The Reserve Bank of India (RBI) on Tuesday ordered regulated entities including banks and non-banking financial companies to stop making investments in alternate investment funds (AIFs) which have downstream investments in existing and recent borrowers.

The banking regulator directed lenders to liquidate their investments in AIFs within 30 days if an AIF scheme, in which RE is already an investor, makes a downstream investment in any such debtor company.

Regulated entities (REs) make investments in units of AIFs as part of their regular investment operations. “However, certain transactions of REs involving AIFs that raise regulatory concerns have come to our notice. These transactions entail substitution of direct loan exposure of REs to borrowers, with indirect exposure through investments in units of AIFs,” the central bank says.

The RBI’s move aims to address concerns relating to possible evergreening through this route.
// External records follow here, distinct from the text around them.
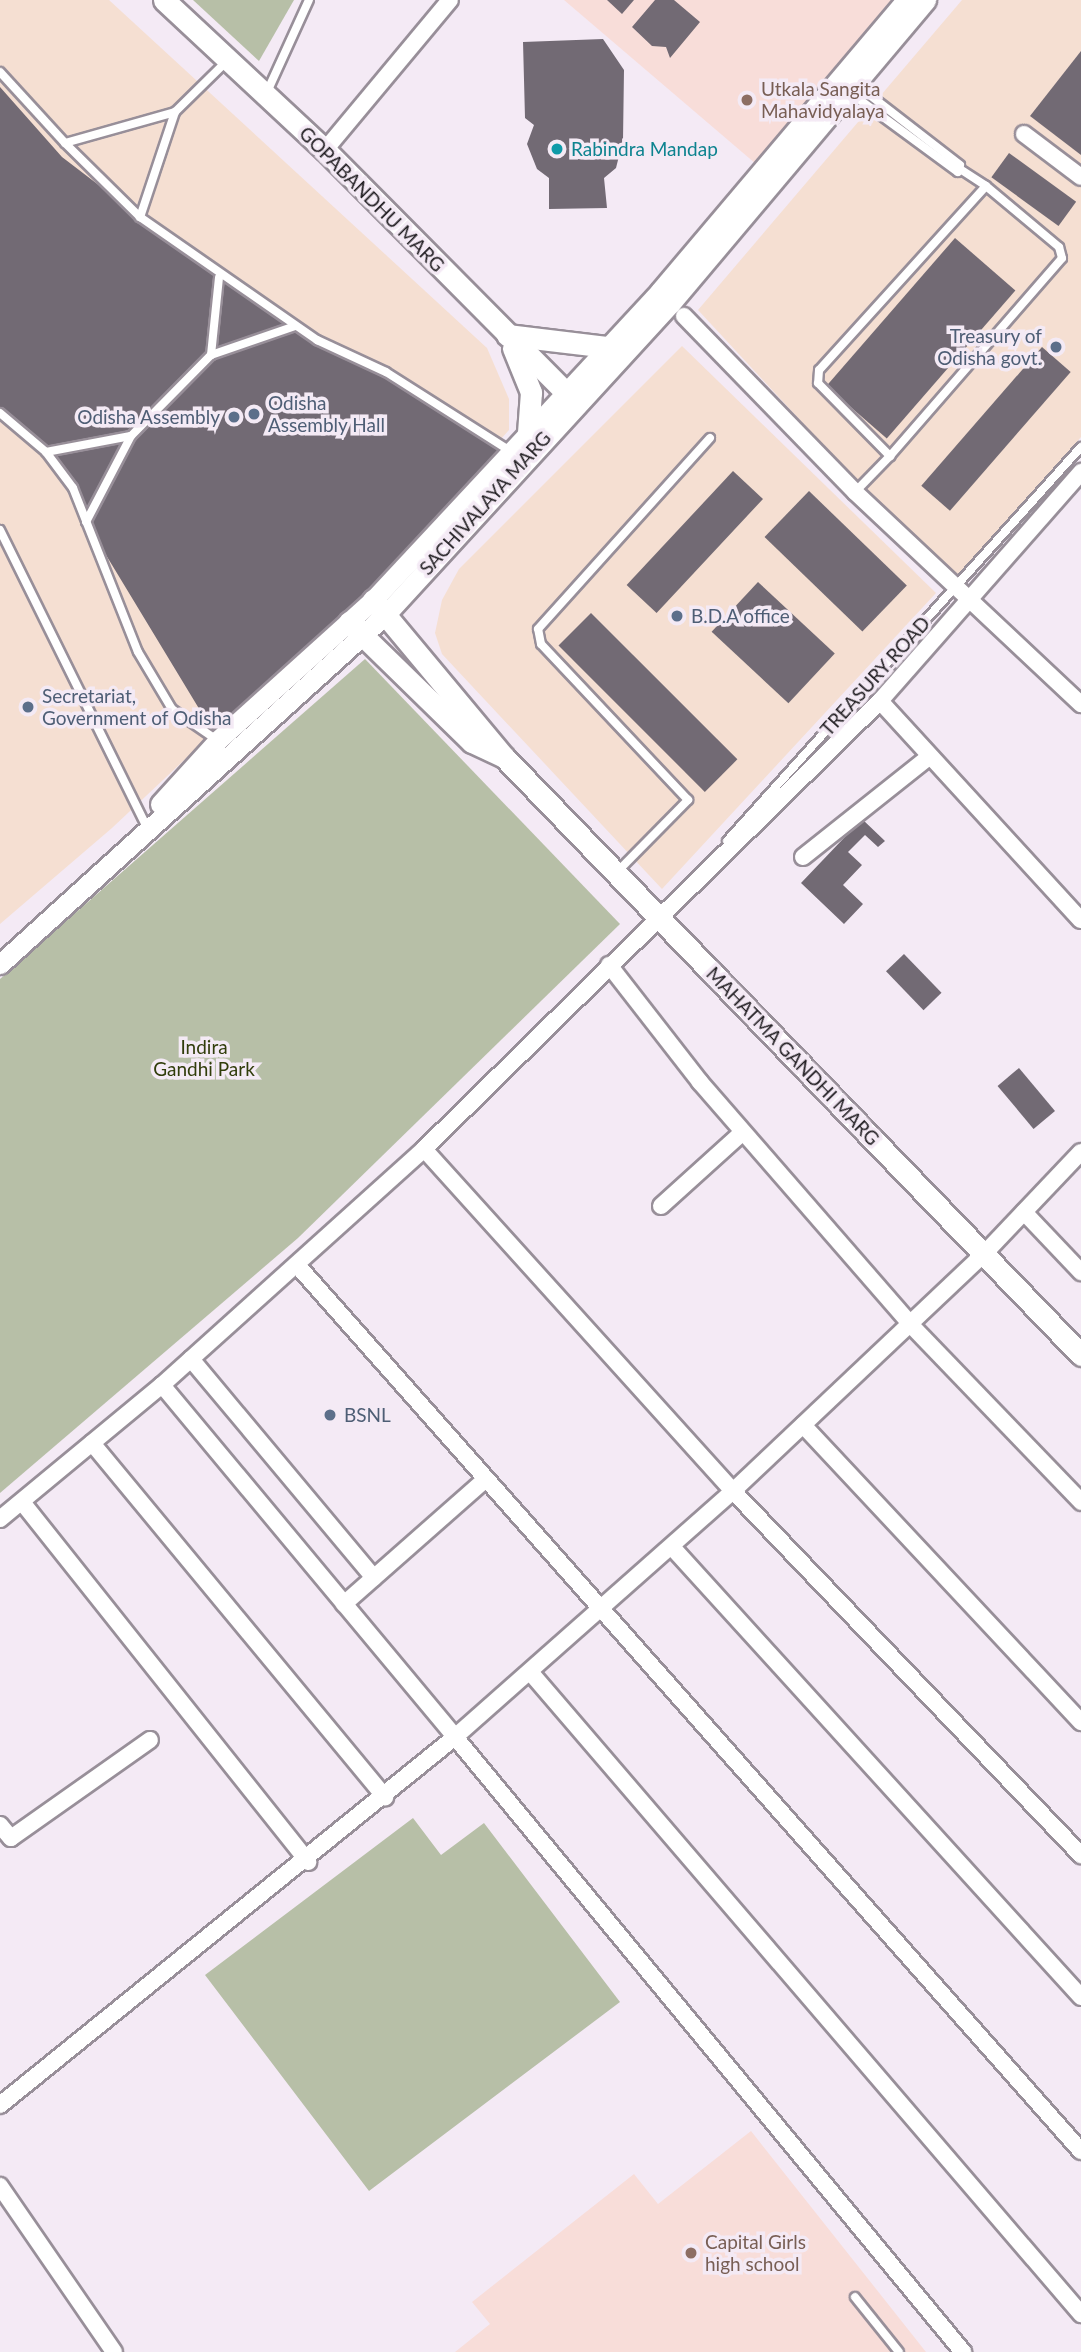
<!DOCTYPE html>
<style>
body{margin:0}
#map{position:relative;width:1081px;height:2352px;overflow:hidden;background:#f4eaf5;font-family:Lato,sans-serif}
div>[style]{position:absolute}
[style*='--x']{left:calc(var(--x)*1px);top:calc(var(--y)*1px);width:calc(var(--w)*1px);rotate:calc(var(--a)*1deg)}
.commercial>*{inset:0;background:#f5dfd2}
.education>*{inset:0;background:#f8ddd9}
.green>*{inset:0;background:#b7bfa7}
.building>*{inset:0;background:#726a74;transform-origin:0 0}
.roads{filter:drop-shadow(2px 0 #988f99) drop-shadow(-2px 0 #988f99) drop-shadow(0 2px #988f99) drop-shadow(0 -2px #988f99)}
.service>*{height:8px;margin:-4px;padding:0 4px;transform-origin:4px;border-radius:4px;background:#fff}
.minor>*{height:16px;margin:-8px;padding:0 8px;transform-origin:8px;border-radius:8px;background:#fff}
.tertiary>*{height:19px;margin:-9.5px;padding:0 9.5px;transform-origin:9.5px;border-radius:9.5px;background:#fff}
.secondary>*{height:21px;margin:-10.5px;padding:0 10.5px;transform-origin:10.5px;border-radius:10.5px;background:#fff}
.dots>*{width:19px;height:19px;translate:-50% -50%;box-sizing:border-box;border:4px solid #f4eaf5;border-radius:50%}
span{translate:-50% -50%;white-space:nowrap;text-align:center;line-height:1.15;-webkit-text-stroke:7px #f4eaf5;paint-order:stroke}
.education-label{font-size:19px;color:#785e54}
.left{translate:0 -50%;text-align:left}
.culture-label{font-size:19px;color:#0d838f}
.street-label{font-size:19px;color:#201d21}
.service-label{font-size:19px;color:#4e5e75}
.right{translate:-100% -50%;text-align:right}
.park-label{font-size:19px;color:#313d0b}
</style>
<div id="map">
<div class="commercial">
<div style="clip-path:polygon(0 0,109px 0,487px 348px,509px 399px,509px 430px,369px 586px,112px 828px,0 924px)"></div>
<div style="clip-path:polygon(962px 0,1081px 0,1081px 437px,962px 580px,873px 499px,698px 310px)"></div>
<div style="clip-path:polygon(682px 346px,936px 593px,662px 889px,442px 654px,435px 633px,442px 600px,459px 569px)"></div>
</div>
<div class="education">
<div style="clip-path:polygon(564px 0,899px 0,756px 164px)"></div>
<div style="clip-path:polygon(751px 2131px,926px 2352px,455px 2352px,490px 2324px,472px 2302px,634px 2174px,658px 2204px)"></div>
</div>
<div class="green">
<div style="clip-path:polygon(193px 0,294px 0,259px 61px)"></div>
<div style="clip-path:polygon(365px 659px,620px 924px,298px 1238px,0 1493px,0 979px)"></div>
<div style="clip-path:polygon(413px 1818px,441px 1855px,484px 1823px,620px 2002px,369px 2191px,205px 1975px)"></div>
</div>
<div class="building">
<div style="clip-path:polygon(607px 0,634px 0,622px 14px)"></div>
<div style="clip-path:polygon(655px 0,674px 0,700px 22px,670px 58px,666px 47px,652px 46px,632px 27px)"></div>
<div style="clip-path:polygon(603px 39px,624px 70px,623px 140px,616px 168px,604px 178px,607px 208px,549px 209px,549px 178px,537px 169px,527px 144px,534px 125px,525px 118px,523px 42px)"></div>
<div style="clip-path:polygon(1081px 51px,1081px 155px,1030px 116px)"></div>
<div style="clip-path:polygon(0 87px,62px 157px,219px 277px,317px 340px,471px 421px,511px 452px,218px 740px,86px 522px,73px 488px,46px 452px,0 413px)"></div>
<div style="left:1009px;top:153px;width:83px;height:30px;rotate:36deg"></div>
<div style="left:955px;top:238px;width:80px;height:196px;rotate:41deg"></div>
<div style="left:1042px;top:347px;width:38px;height:184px;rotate:41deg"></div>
<div style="left:733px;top:471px;width:41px;height:156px;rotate:43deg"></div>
<div style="left:809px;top:491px;width:136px;height:64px;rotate:44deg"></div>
<div style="left:758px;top:582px;width:105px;height:68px;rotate:43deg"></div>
<div style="left:591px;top:613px;width:207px;height:46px;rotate:45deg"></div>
<div style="clip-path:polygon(862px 819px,885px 841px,878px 847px,865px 835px,848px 852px,862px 865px,843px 885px,863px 904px,844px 924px,801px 883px)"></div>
<div style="left:904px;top:954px;width:54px;height:25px;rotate:46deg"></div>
<div style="left:1019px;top:1068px;width:56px;height:28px;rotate:50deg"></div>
</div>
<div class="roads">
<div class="service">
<div style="--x:0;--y:72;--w:96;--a:47.5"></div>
<div style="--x:267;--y:92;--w:101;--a:-65.5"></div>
<div style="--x:849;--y:92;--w:135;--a:36.3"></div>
<div style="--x:958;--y:172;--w:7;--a:-74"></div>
<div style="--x:960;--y:165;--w:130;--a:-142.2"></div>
<div style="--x:175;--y:112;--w:111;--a:108.4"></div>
<div style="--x:140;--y:217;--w:216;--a:34.8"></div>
<div style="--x:317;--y:340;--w:76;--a:24.9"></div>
<div style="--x:386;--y:372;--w:147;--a:32.5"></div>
<div style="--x:960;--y:169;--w:31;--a:33"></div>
<div style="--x:140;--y:217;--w:105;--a:-135.4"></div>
<div style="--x:65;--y:143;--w:114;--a:-15.7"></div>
<div style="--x:175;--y:112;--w:74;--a:-44.5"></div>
<div style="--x:211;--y:355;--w:78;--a:-84.1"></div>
<div style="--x:0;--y:413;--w:60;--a:40.3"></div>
<div style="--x:46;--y:452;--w:45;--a:53.1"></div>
<div style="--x:73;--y:488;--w:176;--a:68.4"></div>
<div style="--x:138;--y:652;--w:66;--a:59.2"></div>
<div style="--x:172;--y:709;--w:55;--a:34.6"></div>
<div style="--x:131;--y:436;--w:114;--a:-45.4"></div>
<div style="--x:211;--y:355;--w:89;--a:-19"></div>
<div style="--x:46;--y:452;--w:86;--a:-10.7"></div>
<div style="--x:131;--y:436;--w:97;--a:117.6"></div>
<div style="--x:855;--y:492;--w:50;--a:-45.8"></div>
<div style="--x:890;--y:456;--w:262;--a:-49"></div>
<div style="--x:1062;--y:258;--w:11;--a:-105"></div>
<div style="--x:1059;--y:247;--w:95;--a:-140.1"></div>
<div style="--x:986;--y:186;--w:248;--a:132.2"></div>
<div style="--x:819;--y:370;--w:13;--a:94"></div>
<div style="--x:818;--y:383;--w:103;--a:45.4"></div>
<div style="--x:0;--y:530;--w:326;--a:63.7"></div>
<div style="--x:727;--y:841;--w:530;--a:-48.06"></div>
<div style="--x:618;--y:871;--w:100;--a:-45.4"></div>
<div style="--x:688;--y:800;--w:214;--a:-133.3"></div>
<div style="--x:541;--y:644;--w:15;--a:-101"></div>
<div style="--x:538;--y:629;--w:257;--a:-48"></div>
<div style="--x:855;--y:2297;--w:70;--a:51.3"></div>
</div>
<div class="minor">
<div style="--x:1024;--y:134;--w:71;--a:37"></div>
<div style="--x:325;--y:150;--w:195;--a:-50.2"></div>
<div style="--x:684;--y:316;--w:245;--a:45.8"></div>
<div style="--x:855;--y:492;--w:310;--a:43.2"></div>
<div style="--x:880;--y:701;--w:297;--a:47.5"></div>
<div style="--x:803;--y:857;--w:162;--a:-38.5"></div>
<div style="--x:609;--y:965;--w:148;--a:52.1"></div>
<div style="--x:700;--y:1082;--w:320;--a:49"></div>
<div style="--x:910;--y:1324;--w:247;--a:46.1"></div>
<div style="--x:424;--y:1149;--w:461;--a:47.9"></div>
<div style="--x:733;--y:1491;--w:504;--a:46.29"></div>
<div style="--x:661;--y:1206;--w:110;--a:-42.1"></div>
<div style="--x:1024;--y:1212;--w:83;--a:46.5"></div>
<div style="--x:297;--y:1265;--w:1183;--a:48.5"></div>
<div style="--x:191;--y:1359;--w:285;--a:50.1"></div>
<div style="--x:162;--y:1385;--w:458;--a:50.2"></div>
<div style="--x:455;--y:1737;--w:371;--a:-41.5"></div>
<div style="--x:733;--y:1491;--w:347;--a:-43.4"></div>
<div style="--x:985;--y:1253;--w:139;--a:-46.5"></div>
<div style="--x:803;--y:1425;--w:407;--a:46.9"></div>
<div style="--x:92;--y:1443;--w:460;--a:50.4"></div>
<div style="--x:22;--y:1502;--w:460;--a:51.5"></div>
<div style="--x:0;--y:1519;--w:210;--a:-39.6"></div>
<div style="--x:162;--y:1385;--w:353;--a:-42"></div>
<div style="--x:424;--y:1149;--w:639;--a:-44.49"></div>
<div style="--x:880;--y:701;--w:305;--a:-48.7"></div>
<div style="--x:672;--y:1547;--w:608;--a:47.73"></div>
<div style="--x:344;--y:1604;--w:189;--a:-41.4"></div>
<div style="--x:531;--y:1673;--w:845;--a:49.37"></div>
<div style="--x:0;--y:1825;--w:17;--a:50"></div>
<div style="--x:11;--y:1838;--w:170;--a:-35.2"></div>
<div style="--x:0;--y:2105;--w:585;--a:-38.97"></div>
<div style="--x:455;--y:1737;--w:798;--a:50.44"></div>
<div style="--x:0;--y:2186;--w:201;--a:55.5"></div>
</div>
<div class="tertiary">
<div style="--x:160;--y:804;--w:86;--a:-47.8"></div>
<div style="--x:218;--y:740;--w:209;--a:-42.1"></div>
<div style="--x:373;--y:600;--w:202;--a:-47"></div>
<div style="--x:511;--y:452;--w:219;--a:-47.2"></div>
<div style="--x:660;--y:291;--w:381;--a:-49.8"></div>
<div style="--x:0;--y:964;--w:522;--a:-42.21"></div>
<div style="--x:387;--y:613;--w:420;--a:-47.5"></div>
<div style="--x:671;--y:303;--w:396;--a:-49.9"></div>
</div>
<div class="secondary">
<div style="--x:164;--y:0;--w:220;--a:43"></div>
<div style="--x:325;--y:150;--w:355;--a:45.2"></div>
<div style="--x:507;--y:335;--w:102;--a:6.8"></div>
<div style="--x:513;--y:348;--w:48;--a:67.8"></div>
<div style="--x:531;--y:392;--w:41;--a:94.2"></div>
<div style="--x:373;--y:600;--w:204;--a:50.2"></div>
<div style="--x:504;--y:757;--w:831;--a:46.02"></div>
<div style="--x:349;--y:622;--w:172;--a:44.3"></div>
<div style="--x:472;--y:742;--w:35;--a:25"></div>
</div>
</div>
<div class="dots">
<div style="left:747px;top:100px;background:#8d6e63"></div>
<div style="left:557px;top:149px;background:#0f9aa8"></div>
<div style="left:1056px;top:347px;background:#5c6f8a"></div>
<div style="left:254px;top:414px;background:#5c6f8a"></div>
<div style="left:234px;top:417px;background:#5c6f8a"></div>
<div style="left:677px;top:616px;background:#5c6f8a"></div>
<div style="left:28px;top:707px;background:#5c6f8a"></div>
<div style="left:330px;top:1415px;background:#5c6f8a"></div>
<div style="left:691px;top:2253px;background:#8d6e63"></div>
</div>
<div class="education-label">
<span class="left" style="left:761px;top:100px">Utkala Sangita<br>Mahavidyalaya</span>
<span class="left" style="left:705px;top:2253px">Capital Girls<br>high school</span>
</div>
<div class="culture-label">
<span class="left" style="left:571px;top:149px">Rabindra Mandap</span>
</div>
<div class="street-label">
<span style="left:372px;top:199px;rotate:45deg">GOPABANDHU MARG</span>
<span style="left:485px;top:503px;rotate:-48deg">SACHIVALAYA MARG</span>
<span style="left:875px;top:676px;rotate:-48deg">TREASURY ROAD</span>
<span style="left:793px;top:1056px;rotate:46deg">MAHATMA GANDHI MARG</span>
</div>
<div class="service-label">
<span class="right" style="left:1042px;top:347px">Treasury of<br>Odisha govt.</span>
<span class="left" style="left:268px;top:414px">Odisha<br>Assembly Hall</span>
<span class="right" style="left:220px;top:417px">Odisha Assembly</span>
<span class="left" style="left:691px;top:616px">B.D.A office</span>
<span class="left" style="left:42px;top:707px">Secretariat,<br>Government of Odisha</span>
<span class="left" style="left:344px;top:1415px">BSNL</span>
</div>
<div class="park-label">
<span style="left:204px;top:1058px">Indira<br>Gandhi Park</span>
</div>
</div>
If regulated entities have already invested into such schemes having downstream investment in their debtor companies as on date, the 30-day period for liquidation shall be counted from date of issuance of this circular, the RBI says, adding that REs shall forthwith arrange to advise the AIFs suitably in the matter.

In case regulated entities are not able to liquidate their investments within the above-prescribed time limit, they shall make 100% provision on such investments, the central bank says.

Investment by REs in the subordinated units of any AIF scheme with a ‘priority distribution model’ shall be subject to full deduction from RE’s capital funds, it adds.

“The debtor company of the RE, for this purpose, shall mean any company to which the RE currently has or previously had a loan or investment exposure anytime during the preceding 12 months,” says the regulator.

The development comes weeks after the RBI hiked the risk weights of consumer credit exposure of banks and NBFCs by 25 percentage points to 125%.